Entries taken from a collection
[Start of Attachment]
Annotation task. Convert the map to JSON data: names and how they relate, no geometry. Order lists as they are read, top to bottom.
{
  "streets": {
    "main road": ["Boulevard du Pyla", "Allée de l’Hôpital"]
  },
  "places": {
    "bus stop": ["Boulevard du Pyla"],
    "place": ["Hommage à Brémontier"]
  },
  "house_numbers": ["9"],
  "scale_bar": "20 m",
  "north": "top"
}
[End of Attachment]
--- Try it ---
Could you transcribe all of the entries exactly, leaving nothing out?

--- Task response ---
Annotation task. Convert the map to JSON data: names and how they relate, no geometry. Order lists as they are read, top to bottom.
{
  "streets": {
    "main road": ["Boulevard du Pyla", "Allée de l’Hôpital"]
  },
  "places": {
    "bus stop": ["Boulevard du Pyla"],
    "place": ["Hommage à Brémontier"]
  },
  "house_numbers": ["9"],
  "scale_bar": "20 m",
  "north": "top"
}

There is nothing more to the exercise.